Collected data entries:
┌──

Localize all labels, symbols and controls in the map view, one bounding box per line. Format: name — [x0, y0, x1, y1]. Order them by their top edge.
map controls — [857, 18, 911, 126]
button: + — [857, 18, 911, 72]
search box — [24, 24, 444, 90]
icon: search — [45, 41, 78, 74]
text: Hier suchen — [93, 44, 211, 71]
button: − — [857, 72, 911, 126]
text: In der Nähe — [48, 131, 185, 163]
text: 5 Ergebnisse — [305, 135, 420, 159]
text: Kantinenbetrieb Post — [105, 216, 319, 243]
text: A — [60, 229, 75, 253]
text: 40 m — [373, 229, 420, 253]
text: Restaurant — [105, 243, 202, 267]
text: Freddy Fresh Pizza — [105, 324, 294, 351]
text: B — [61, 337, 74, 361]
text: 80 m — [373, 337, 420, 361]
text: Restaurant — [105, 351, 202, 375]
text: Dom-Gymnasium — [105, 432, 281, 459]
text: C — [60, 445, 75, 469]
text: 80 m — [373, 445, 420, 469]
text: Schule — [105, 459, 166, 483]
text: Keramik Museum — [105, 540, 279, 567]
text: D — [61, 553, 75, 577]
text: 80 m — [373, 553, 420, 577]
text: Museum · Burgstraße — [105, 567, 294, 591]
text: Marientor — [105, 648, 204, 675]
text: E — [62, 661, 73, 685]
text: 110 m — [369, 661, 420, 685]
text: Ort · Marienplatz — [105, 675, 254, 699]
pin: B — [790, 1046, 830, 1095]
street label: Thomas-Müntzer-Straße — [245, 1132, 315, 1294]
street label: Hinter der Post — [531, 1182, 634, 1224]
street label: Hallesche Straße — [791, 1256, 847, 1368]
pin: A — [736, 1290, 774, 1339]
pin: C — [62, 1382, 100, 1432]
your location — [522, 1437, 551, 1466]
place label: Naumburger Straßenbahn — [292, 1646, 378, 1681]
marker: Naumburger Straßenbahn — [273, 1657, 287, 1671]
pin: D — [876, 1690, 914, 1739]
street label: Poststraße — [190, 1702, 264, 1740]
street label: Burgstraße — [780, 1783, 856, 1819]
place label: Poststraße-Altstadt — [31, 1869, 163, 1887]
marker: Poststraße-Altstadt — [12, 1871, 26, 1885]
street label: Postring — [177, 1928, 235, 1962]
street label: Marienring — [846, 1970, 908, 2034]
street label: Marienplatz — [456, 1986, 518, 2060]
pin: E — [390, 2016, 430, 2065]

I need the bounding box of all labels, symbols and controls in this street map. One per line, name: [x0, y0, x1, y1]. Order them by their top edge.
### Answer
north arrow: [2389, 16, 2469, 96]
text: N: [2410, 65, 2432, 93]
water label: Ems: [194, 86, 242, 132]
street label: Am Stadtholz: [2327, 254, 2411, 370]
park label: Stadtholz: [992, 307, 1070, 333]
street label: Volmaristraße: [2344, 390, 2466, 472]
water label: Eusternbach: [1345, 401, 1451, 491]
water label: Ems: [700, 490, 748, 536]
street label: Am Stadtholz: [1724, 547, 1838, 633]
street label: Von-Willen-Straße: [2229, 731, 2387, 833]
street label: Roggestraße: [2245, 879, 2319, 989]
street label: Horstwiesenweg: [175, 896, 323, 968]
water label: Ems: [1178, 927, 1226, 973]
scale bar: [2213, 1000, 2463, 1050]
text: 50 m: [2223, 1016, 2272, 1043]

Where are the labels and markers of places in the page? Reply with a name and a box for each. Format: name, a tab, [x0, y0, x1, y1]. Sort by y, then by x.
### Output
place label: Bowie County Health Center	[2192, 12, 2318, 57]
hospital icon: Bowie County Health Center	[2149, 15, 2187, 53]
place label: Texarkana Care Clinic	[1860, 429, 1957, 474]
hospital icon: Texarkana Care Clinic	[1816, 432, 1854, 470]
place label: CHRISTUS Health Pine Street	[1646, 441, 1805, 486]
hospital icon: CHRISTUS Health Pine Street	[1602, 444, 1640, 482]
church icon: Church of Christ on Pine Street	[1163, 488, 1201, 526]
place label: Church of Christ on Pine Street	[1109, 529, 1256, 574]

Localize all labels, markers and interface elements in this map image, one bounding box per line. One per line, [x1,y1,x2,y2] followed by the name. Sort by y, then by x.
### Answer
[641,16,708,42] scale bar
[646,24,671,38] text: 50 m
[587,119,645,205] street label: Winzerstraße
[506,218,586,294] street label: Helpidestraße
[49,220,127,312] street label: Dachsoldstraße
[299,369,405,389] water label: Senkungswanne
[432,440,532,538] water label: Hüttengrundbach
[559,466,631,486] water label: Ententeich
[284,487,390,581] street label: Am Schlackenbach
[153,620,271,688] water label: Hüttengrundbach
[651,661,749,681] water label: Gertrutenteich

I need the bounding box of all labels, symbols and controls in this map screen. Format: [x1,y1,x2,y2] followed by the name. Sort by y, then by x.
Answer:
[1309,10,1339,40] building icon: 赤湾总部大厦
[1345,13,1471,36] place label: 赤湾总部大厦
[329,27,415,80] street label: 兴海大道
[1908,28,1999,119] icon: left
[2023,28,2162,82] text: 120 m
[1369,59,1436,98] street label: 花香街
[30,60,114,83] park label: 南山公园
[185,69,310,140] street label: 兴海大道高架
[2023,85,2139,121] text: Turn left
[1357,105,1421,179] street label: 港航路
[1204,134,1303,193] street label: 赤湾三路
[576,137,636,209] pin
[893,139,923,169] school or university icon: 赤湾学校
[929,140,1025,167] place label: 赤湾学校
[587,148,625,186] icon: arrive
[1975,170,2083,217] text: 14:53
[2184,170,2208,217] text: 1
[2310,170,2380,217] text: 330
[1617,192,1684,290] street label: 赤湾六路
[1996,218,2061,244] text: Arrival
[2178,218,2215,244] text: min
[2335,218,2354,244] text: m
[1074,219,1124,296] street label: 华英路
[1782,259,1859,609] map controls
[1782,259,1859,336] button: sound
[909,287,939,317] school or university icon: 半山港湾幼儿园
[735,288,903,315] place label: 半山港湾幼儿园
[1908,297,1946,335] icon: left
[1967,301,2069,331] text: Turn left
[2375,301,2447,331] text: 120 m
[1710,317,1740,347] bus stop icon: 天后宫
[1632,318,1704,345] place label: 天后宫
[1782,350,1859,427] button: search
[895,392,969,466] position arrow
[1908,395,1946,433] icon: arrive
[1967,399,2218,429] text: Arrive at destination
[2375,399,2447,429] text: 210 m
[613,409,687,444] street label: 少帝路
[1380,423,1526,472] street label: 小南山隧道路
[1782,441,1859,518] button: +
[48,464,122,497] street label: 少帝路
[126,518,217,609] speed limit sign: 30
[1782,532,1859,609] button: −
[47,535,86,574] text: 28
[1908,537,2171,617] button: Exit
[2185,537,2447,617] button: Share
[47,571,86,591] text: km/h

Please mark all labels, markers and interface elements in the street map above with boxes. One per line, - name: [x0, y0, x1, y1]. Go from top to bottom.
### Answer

└──

_What you should do:_ Retype each entry without altering a single word.

_Answer area:_
Localize all labels, symbols and controls in the map view, one bounding box per line. Format: name — [x0, y0, x1, y1]. Order them by their top edge.
map controls — [857, 18, 911, 126]
button: + — [857, 18, 911, 72]
search box — [24, 24, 444, 90]
icon: search — [45, 41, 78, 74]
text: Hier suchen — [93, 44, 211, 71]
button: − — [857, 72, 911, 126]
text: In der Nähe — [48, 131, 185, 163]
text: 5 Ergebnisse — [305, 135, 420, 159]
text: Kantinenbetrieb Post — [105, 216, 319, 243]
text: A — [60, 229, 75, 253]
text: 40 m — [373, 229, 420, 253]
text: Restaurant — [105, 243, 202, 267]
text: Freddy Fresh Pizza — [105, 324, 294, 351]
text: B — [61, 337, 74, 361]
text: 80 m — [373, 337, 420, 361]
text: Restaurant — [105, 351, 202, 375]
text: Dom-Gymnasium — [105, 432, 281, 459]
text: C — [60, 445, 75, 469]
text: 80 m — [373, 445, 420, 469]
text: Schule — [105, 459, 166, 483]
text: Keramik Museum — [105, 540, 279, 567]
text: D — [61, 553, 75, 577]
text: 80 m — [373, 553, 420, 577]
text: Museum · Burgstraße — [105, 567, 294, 591]
text: Marientor — [105, 648, 204, 675]
text: E — [62, 661, 73, 685]
text: 110 m — [369, 661, 420, 685]
text: Ort · Marienplatz — [105, 675, 254, 699]
pin: B — [790, 1046, 830, 1095]
street label: Thomas-Müntzer-Straße — [245, 1132, 315, 1294]
street label: Hinter der Post — [531, 1182, 634, 1224]
street label: Hallesche Straße — [791, 1256, 847, 1368]
pin: A — [736, 1290, 774, 1339]
pin: C — [62, 1382, 100, 1432]
your location — [522, 1437, 551, 1466]
place label: Naumburger Straßenbahn — [292, 1646, 378, 1681]
marker: Naumburger Straßenbahn — [273, 1657, 287, 1671]
pin: D — [876, 1690, 914, 1739]
street label: Poststraße — [190, 1702, 264, 1740]
street label: Burgstraße — [780, 1783, 856, 1819]
place label: Poststraße-Altstadt — [31, 1869, 163, 1887]
marker: Poststraße-Altstadt — [12, 1871, 26, 1885]
street label: Postring — [177, 1928, 235, 1962]
street label: Marienring — [846, 1970, 908, 2034]
street label: Marienplatz — [456, 1986, 518, 2060]
pin: E — [390, 2016, 430, 2065]

I need the bounding box of all labels, symbols and controls in this street map. One per line, name: [x0, y0, x1, y1]. Order them by their top edge.
### Answer
north arrow: [2389, 16, 2469, 96]
text: N: [2410, 65, 2432, 93]
water label: Ems: [194, 86, 242, 132]
street label: Am Stadtholz: [2327, 254, 2411, 370]
park label: Stadtholz: [992, 307, 1070, 333]
street label: Volmaristraße: [2344, 390, 2466, 472]
water label: Eusternbach: [1345, 401, 1451, 491]
water label: Ems: [700, 490, 748, 536]
street label: Am Stadtholz: [1724, 547, 1838, 633]
street label: Von-Willen-Straße: [2229, 731, 2387, 833]
street label: Roggestraße: [2245, 879, 2319, 989]
street label: Horstwiesenweg: [175, 896, 323, 968]
water label: Ems: [1178, 927, 1226, 973]
scale bar: [2213, 1000, 2463, 1050]
text: 50 m: [2223, 1016, 2272, 1043]

Where are the labels and markers of places in the page? Reply with a name and a box for each. Format: name, a tab, [x0, y0, x1, y1]. Sort by y, then by x.
### Output
place label: Bowie County Health Center	[2192, 12, 2318, 57]
hospital icon: Bowie County Health Center	[2149, 15, 2187, 53]
place label: Texarkana Care Clinic	[1860, 429, 1957, 474]
hospital icon: Texarkana Care Clinic	[1816, 432, 1854, 470]
place label: CHRISTUS Health Pine Street	[1646, 441, 1805, 486]
hospital icon: CHRISTUS Health Pine Street	[1602, 444, 1640, 482]
church icon: Church of Christ on Pine Street	[1163, 488, 1201, 526]
place label: Church of Christ on Pine Street	[1109, 529, 1256, 574]

Localize all labels, markers and interface elements in this map image, one bounding box per line. One per line, [x1,y1,x2,y2] followed by the name. Sort by y, then by x.
### Answer
[641,16,708,42] scale bar
[646,24,671,38] text: 50 m
[587,119,645,205] street label: Winzerstraße
[506,218,586,294] street label: Helpidestraße
[49,220,127,312] street label: Dachsoldstraße
[299,369,405,389] water label: Senkungswanne
[432,440,532,538] water label: Hüttengrundbach
[559,466,631,486] water label: Ententeich
[284,487,390,581] street label: Am Schlackenbach
[153,620,271,688] water label: Hüttengrundbach
[651,661,749,681] water label: Gertrutenteich

I need the bounding box of all labels, symbols and controls in this map screen. Format: [x1,y1,x2,y2] followed by the name. Sort by y, then by x.
Answer:
[1309,10,1339,40] building icon: 赤湾总部大厦
[1345,13,1471,36] place label: 赤湾总部大厦
[329,27,415,80] street label: 兴海大道
[1908,28,1999,119] icon: left
[2023,28,2162,82] text: 120 m
[1369,59,1436,98] street label: 花香街
[30,60,114,83] park label: 南山公园
[185,69,310,140] street label: 兴海大道高架
[2023,85,2139,121] text: Turn left
[1357,105,1421,179] street label: 港航路
[1204,134,1303,193] street label: 赤湾三路
[576,137,636,209] pin
[893,139,923,169] school or university icon: 赤湾学校
[929,140,1025,167] place label: 赤湾学校
[587,148,625,186] icon: arrive
[1975,170,2083,217] text: 14:53
[2184,170,2208,217] text: 1
[2310,170,2380,217] text: 330
[1617,192,1684,290] street label: 赤湾六路
[1996,218,2061,244] text: Arrival
[2178,218,2215,244] text: min
[2335,218,2354,244] text: m
[1074,219,1124,296] street label: 华英路
[1782,259,1859,609] map controls
[1782,259,1859,336] button: sound
[909,287,939,317] school or university icon: 半山港湾幼儿园
[735,288,903,315] place label: 半山港湾幼儿园
[1908,297,1946,335] icon: left
[1967,301,2069,331] text: Turn left
[2375,301,2447,331] text: 120 m
[1710,317,1740,347] bus stop icon: 天后宫
[1632,318,1704,345] place label: 天后宫
[1782,350,1859,427] button: search
[895,392,969,466] position arrow
[1908,395,1946,433] icon: arrive
[1967,399,2218,429] text: Arrive at destination
[2375,399,2447,429] text: 210 m
[613,409,687,444] street label: 少帝路
[1380,423,1526,472] street label: 小南山隧道路
[1782,441,1859,518] button: +
[48,464,122,497] street label: 少帝路
[126,518,217,609] speed limit sign: 30
[1782,532,1859,609] button: −
[47,535,86,574] text: 28
[1908,537,2171,617] button: Exit
[2185,537,2447,617] button: Share
[47,571,86,591] text: km/h

Please mark all labels, markers and interface elements in the street map above with boxes. One per line, - name: [x0, y0, x1, y1]. Go from top to bottom.
### Answer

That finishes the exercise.